2 This first part of the configuration can also be filled by a noun playing the role of modifier of the second term.

3 Following Cruse (Citation1986; Citation2004/2010, p. 166–168) reversives and converses are subtypes of directional opposites. Both involve movement or change and their paradigm cases are spatial. Reversives are verbs denoting movement in opposite directions (e.g., enter:leave) or change in opposite directions (e.g., dress:undress) between two terminal states. The focus is on the terminal states rather than on the details of the motion or process of change.

Converses (or relational opposites) are those pairs which involve a relationship between two entities by specifying the direction of one entity with respect to another one. They describe the same state of affairs but from the perspective of its different participants. They are sometimes even considered to be a type of synonym because of their semantic symmetry (Cruse, Citation2004/2010, p. 167). For instance, in Our apartment is below theirs and Their apartment is above ours or in The cat precedes the dog and The dog follows the cat the same states of affairs are described but from different perspectives. The paradigm cases are spatial but there are also metaphorical extensions of spatial notions like ancestor:descendant or buy:sell.

4 This is a strong tendency since co-hyponyms and co-meronyms for a given term are not necessarily incompatible. For instance, Cruse (Citation2004/2010, p. 161) points out that “queen” and “mother” are both hyponyms of the superordinate term “woman”. Contrast arises in cases in which sister terms denote classes which are disjunct (for instance, “red” and “blue” as hyponyms of “color” or “heel” and “sole” as meronyms of “shoe”).

5 Notice should be taken, however, that, as has been claimed and will be shown through our analysis, contrast is a matter of degree.

6 This can be different depending on the cultural and religious background. For instance, in the Islamic world, the weekend is Friday and Saturday.
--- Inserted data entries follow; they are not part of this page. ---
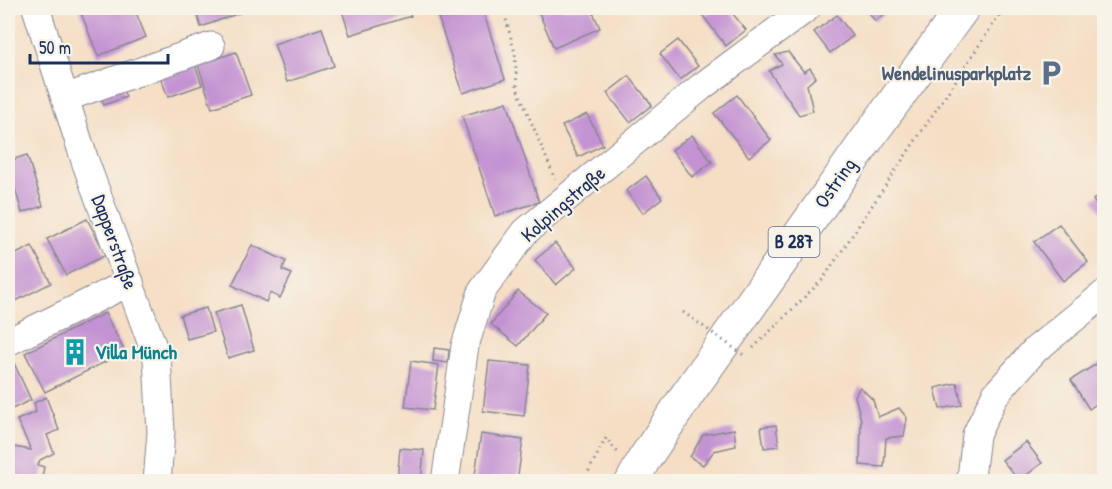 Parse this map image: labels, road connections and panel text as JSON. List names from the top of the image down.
{
  "streets": {
    "main road": ["Ostring", "B 287"],
    "street": ["Kolpingstraße", "Dapperstraße"]
  },
  "places": {
    "parking": ["Wendelinusparkplatz"],
    "building": ["Villa Münch"]
  },
  "scale_bar": "50 m"
} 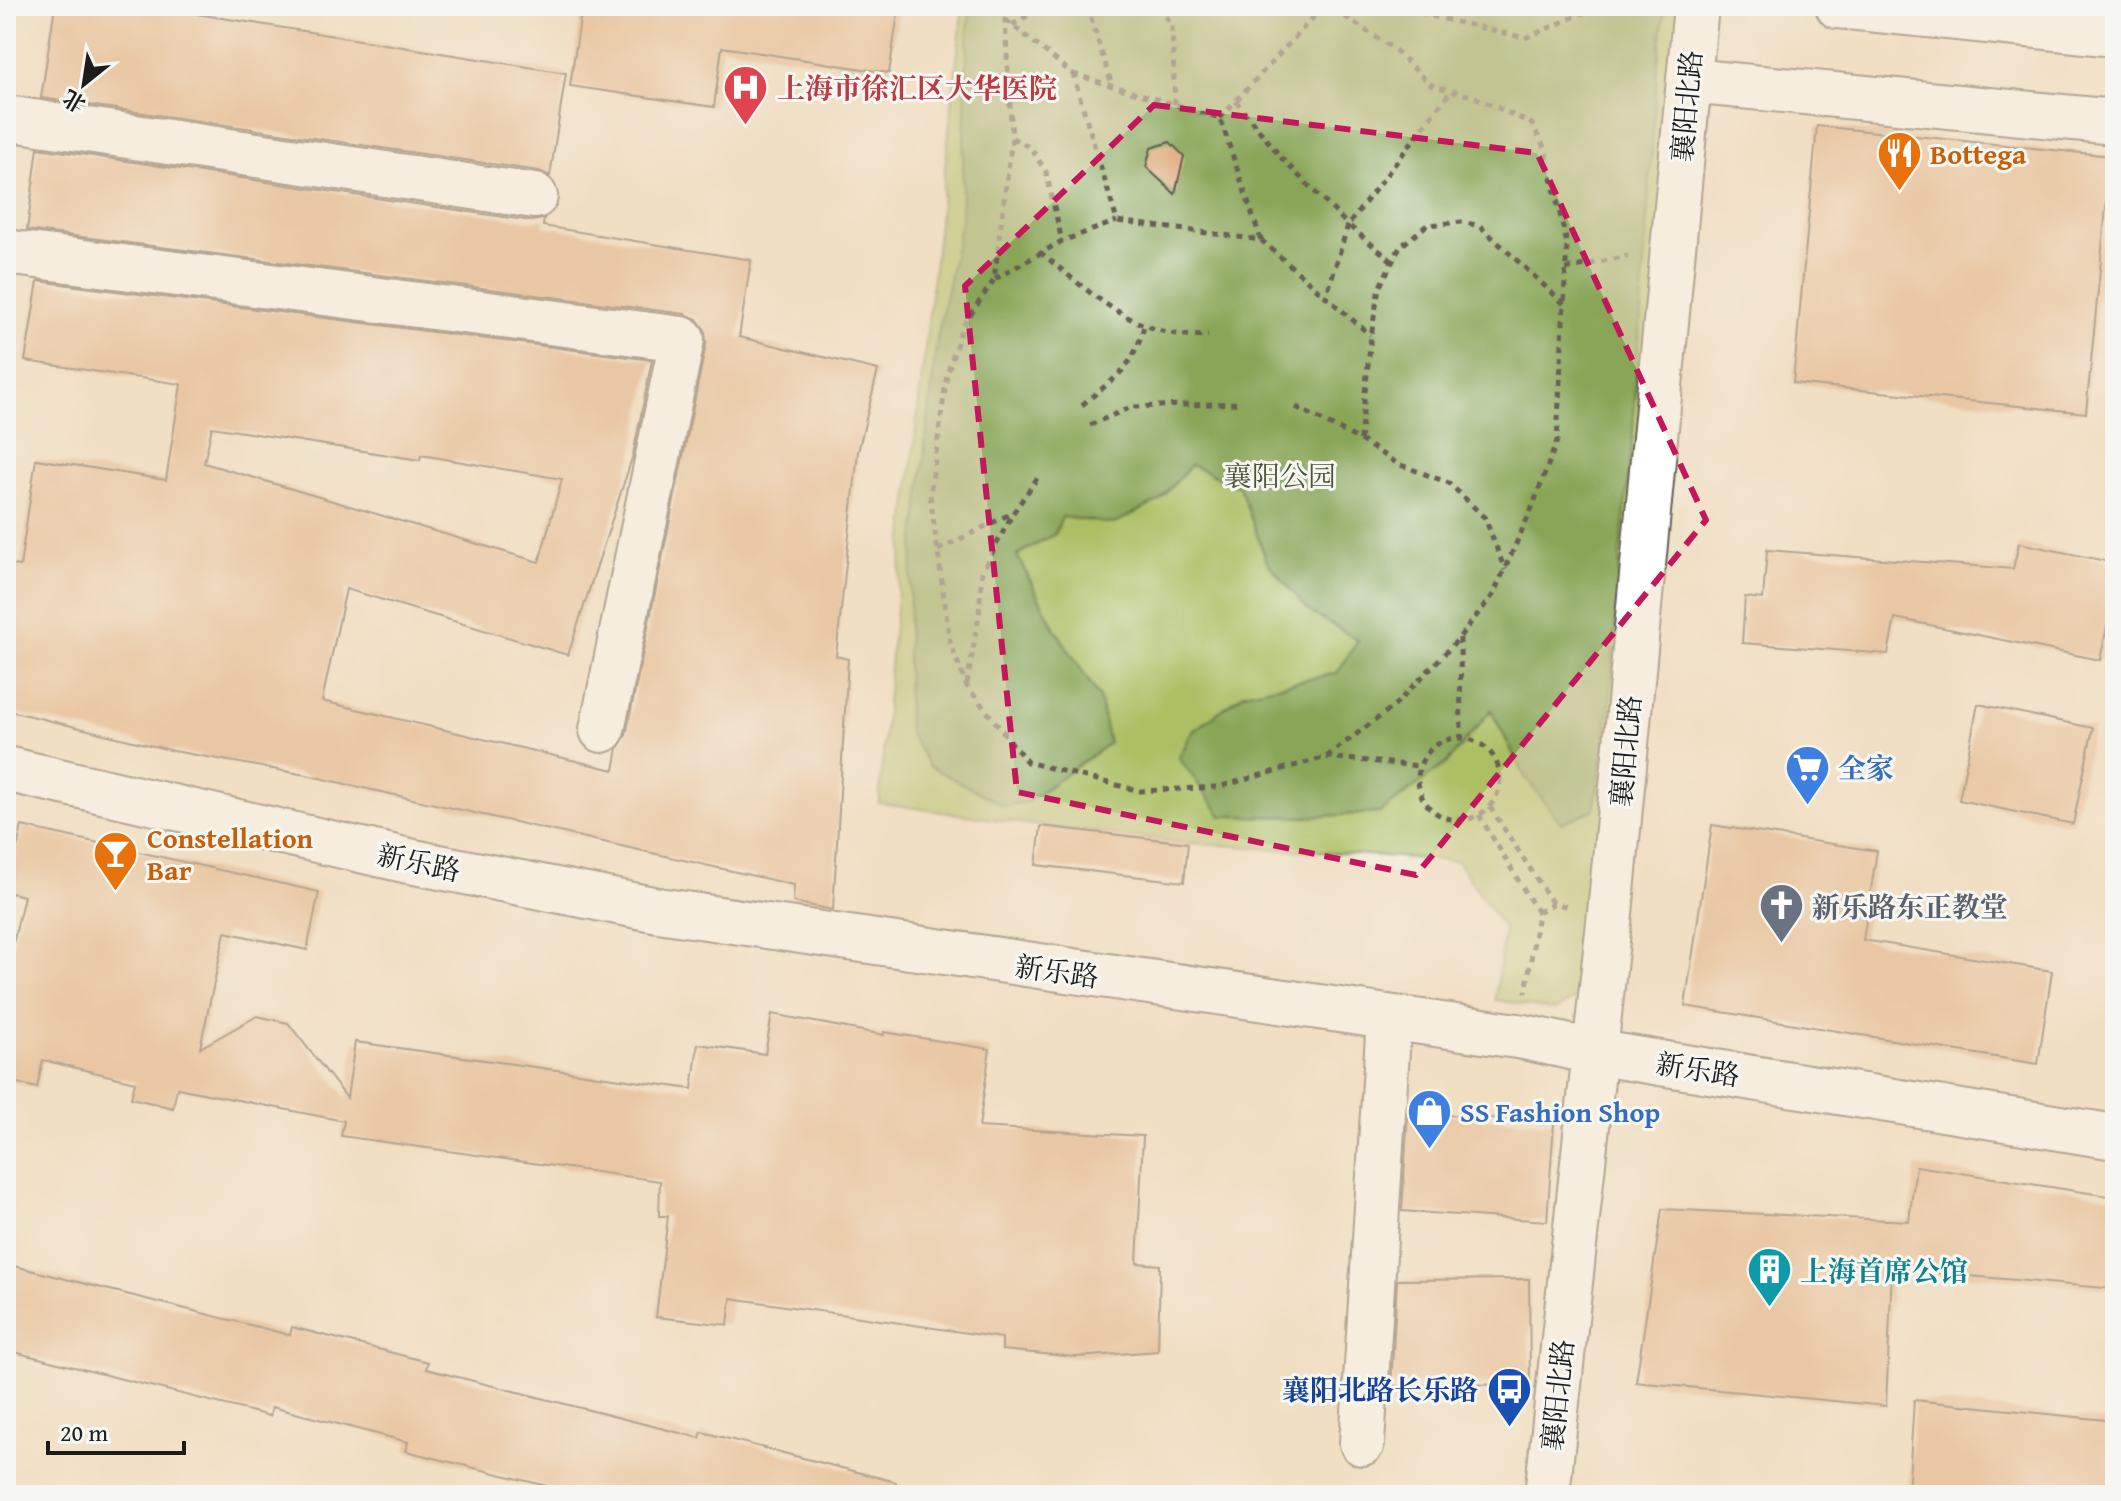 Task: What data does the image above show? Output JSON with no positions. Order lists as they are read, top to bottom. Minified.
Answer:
{"streets":{"street":["襄阳北路","新乐路"]},"crossings":[["襄阳北路","新乐路"]],"parks":["襄阳公园"],"places":{"hospital":["上海市徐汇区大华医院"],"restaurant":["Bottega"],"supermarket":["全家"],"bar":["Constellation Bar"],"church":["新乐路东正教堂"],"shop":["SS Fashion Shop"],"building":["上海首席公馆"],"bus stop":["襄阳北路长乐路"]},"scale_bar":"20 m","north":"bottom left"} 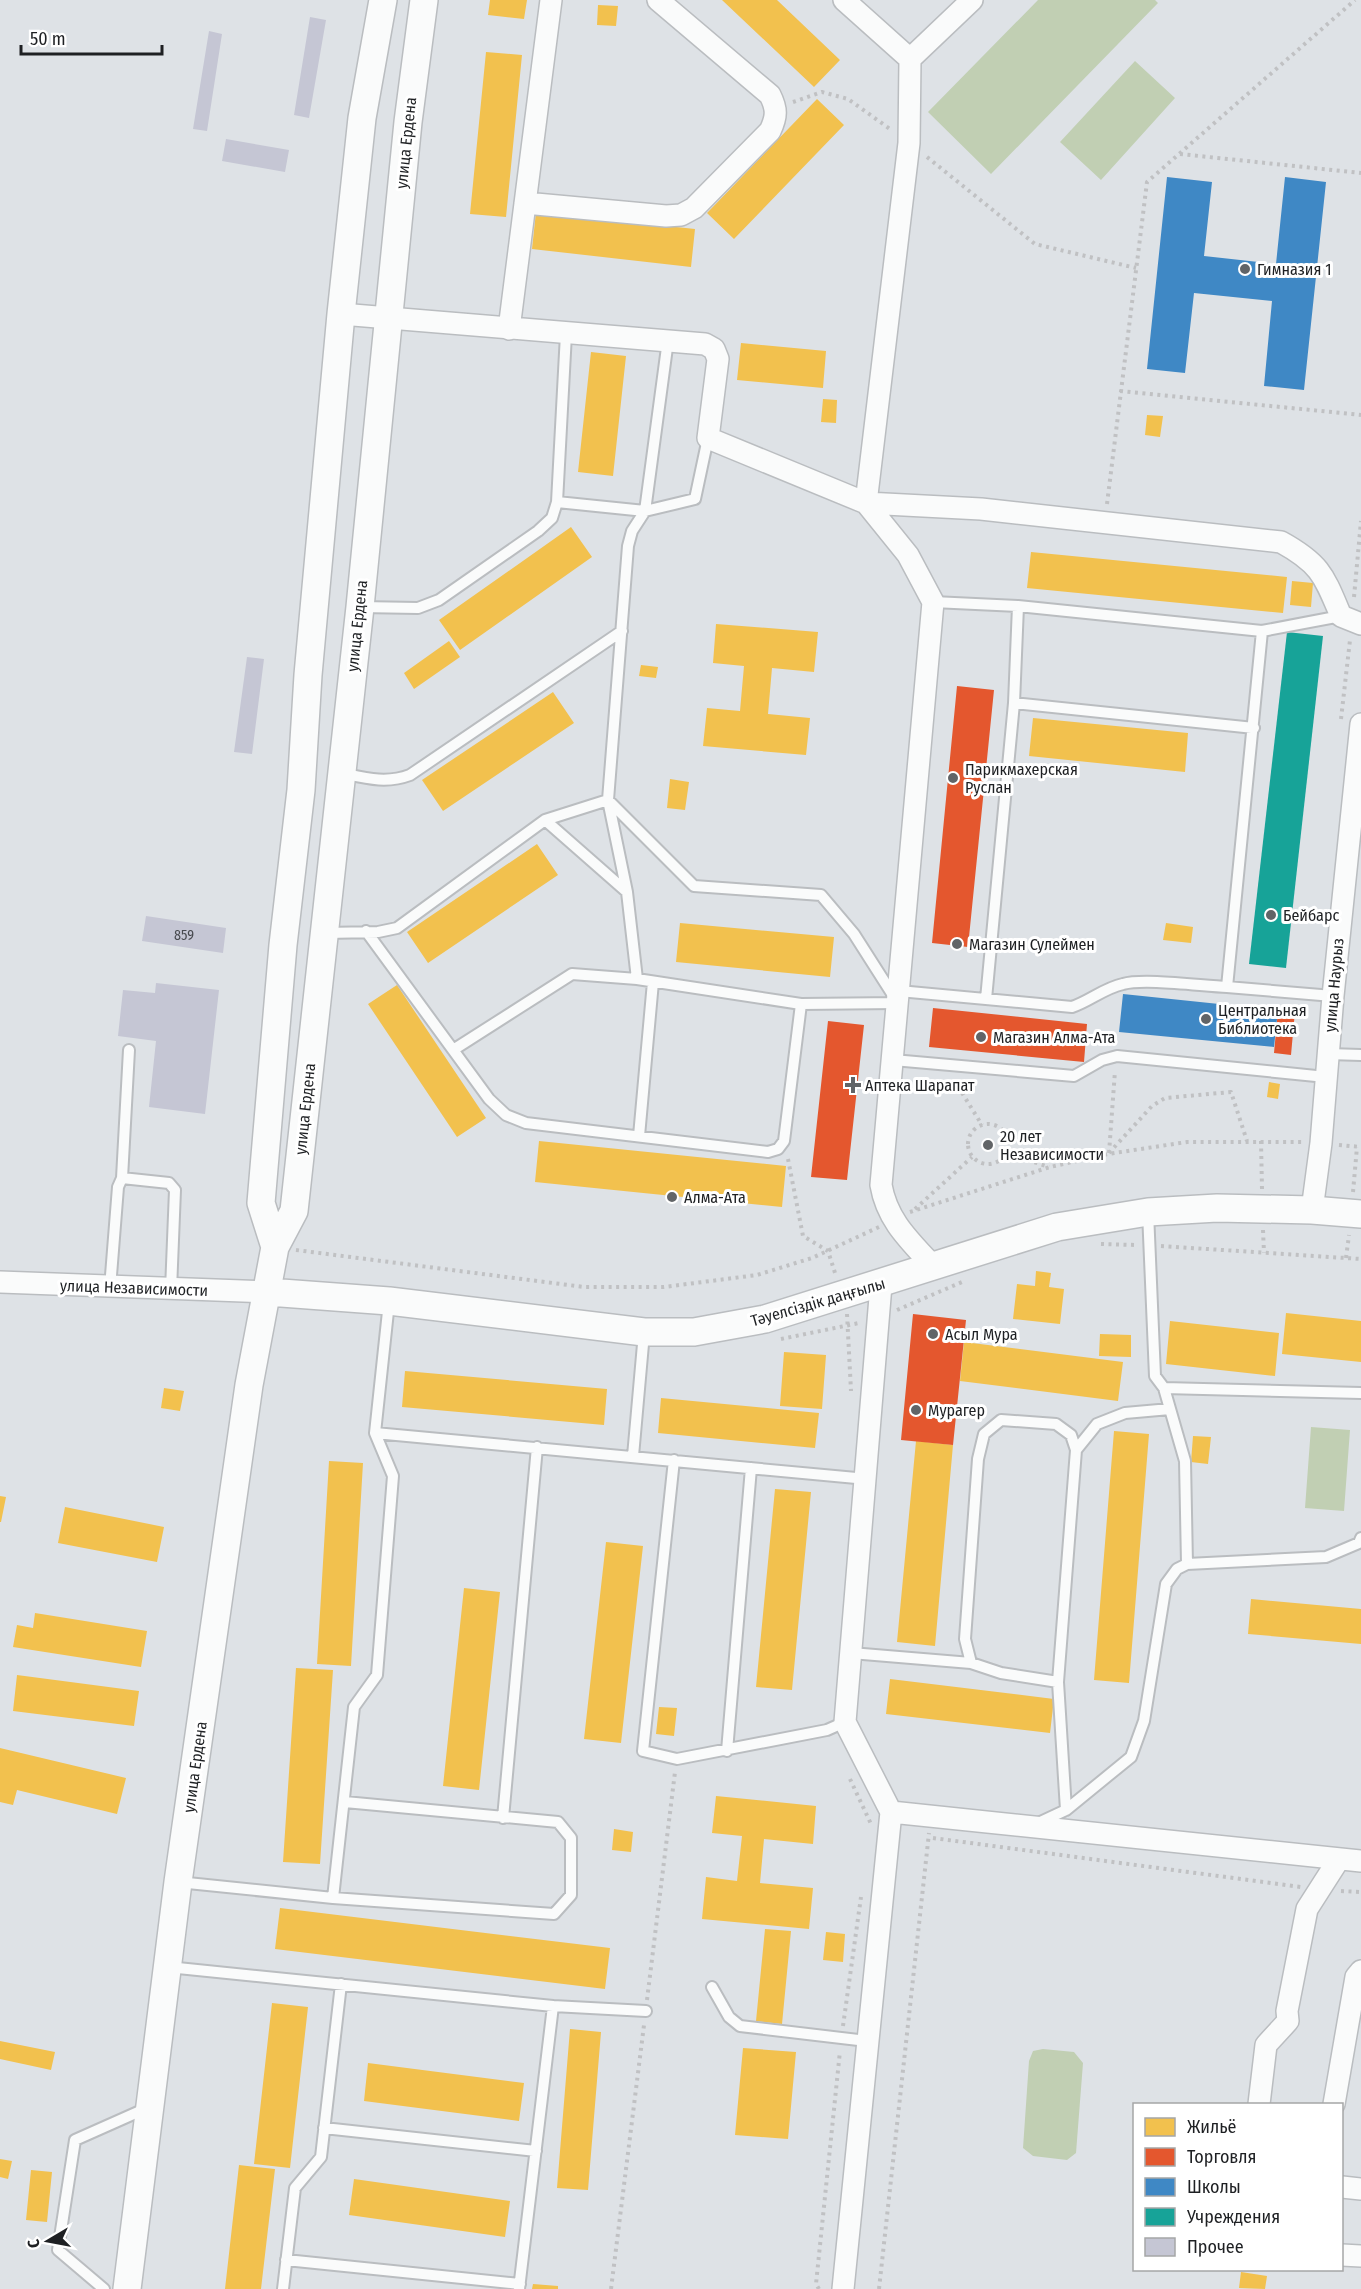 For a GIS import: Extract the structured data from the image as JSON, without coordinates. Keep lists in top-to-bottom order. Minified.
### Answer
{"streets":{"street":["улица Ердена","улица Наурыз","улица Независимости","Тәуелсіздік даңғылы"]},"crossings":[["улица Ердена","улица Независимости"],["улица Ердена","Тәуелсіздік даңғылы"],["улица Наурыз","Тәуелсіздік даңғылы"],["улица Независимости","Тәуелсіздік даңғылы"]],"places":{"other":["Гимназия 1","Парикмахерская Руслан","Бейбарс","Магазин Сулеймен","Центральная Библиотека","Магазин Алма-Ата","20 лет Независимости","Алма-Ата","Асыл Мура","Мурагер"],"health":["Аптека Шарапат"]},"house_numbers":["859"],"legend":["Жильё","Торговля","Школы","Учреждения","Прочее"],"scale_bar":"50 m","north":"left"} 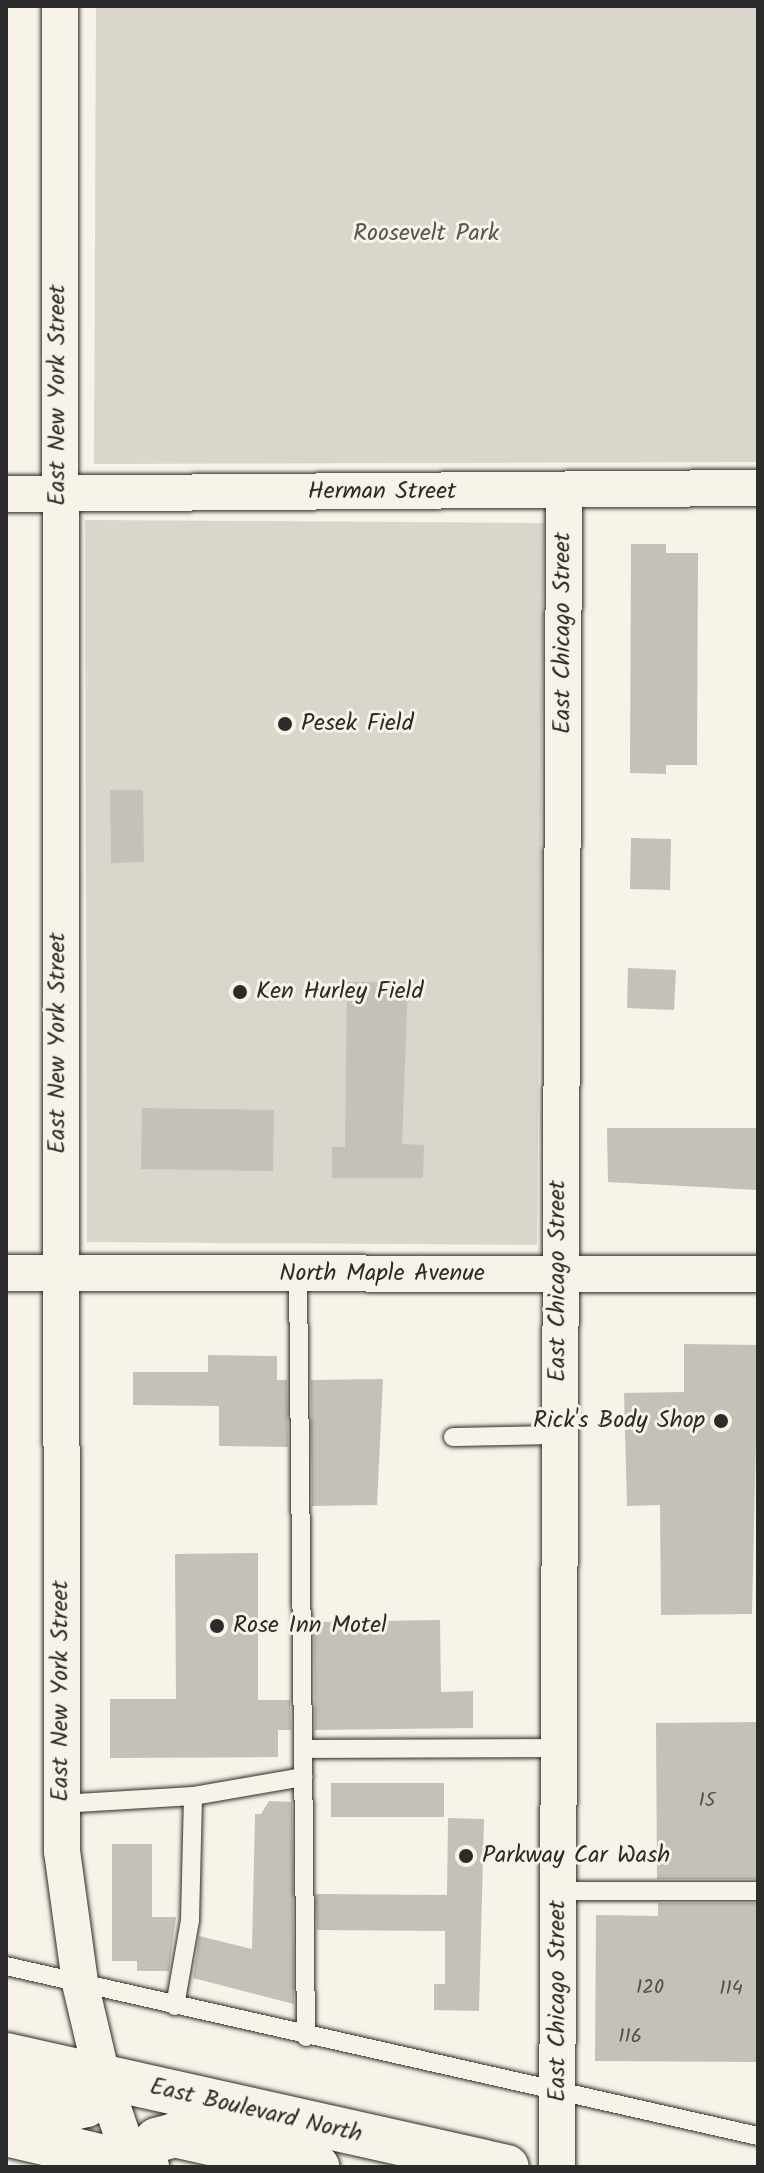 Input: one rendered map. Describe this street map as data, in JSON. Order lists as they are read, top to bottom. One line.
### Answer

7 “Bittersweet memories” are memories which cause feelings of happiness and sadness at the same time. The adjectives “bitter” and “sweet” are opposites but the whole NP qualifies as a transferred epithet. It is not memories that are bitter and sweet. People remembering past events and situations experience feelings of sadness (metaphorically portrayed as bitterness) and happiness (metaphorically depicted as sweetness).

8 Dramedy (> drama + comedy) means a comedy with dramatic moments.

9 The blend plandid (> planned + candid) is used as a noun through conversion. It refers to “a photograph posted on a social media site which looks very natural, as if the subject was unaware that it was being taken, when in fact it had been planned”.

10 Paradox is to be distinguished from oxymoron. In the latter, the apparent contradiction is between two opposite terms, rather than situations, which co-occur syntagmatically as if they were logically related, as in bittersweet memories above (Ruiz de Mendoza & Galera, Citation2014, pp. 56–57).

11 Example taken from Shakespeare’s Troilus and Cressida (III, iii, 171) and quoted in Cuddon (Citation1977/2013, p. 505).

12 Cruse (Citation2010, p. 167) claims that a converse can be regarded as three-place if the relational predicate it denotes consists of three arguments (e.g., lend:borrow: “A borrowed B from C/C lent B to A”). He further argues that buy:sell are arguably four-place converses since they involve four arguments (e.g., “John sold the car to Bill for £5,000/Bill bought the car from John for £5,000”).

13 As argued by Cruse (Citation2004/2010, p. 167), “the directional nature of some converse pairs … is pretty hard to discern, … although it is perhaps not completely absent.”

14 The conjunction “and” is not essential (e.g., for better, for worse, for richer, for poorer). The same holds for the constructions in (37) and (38) below.

Additional information

Funding

This work was supported by the Ministerio de Ciencia e Innovación; Gobierno de España, grants [PID2020-118349GB-I00] and [FFI2017-82730-P].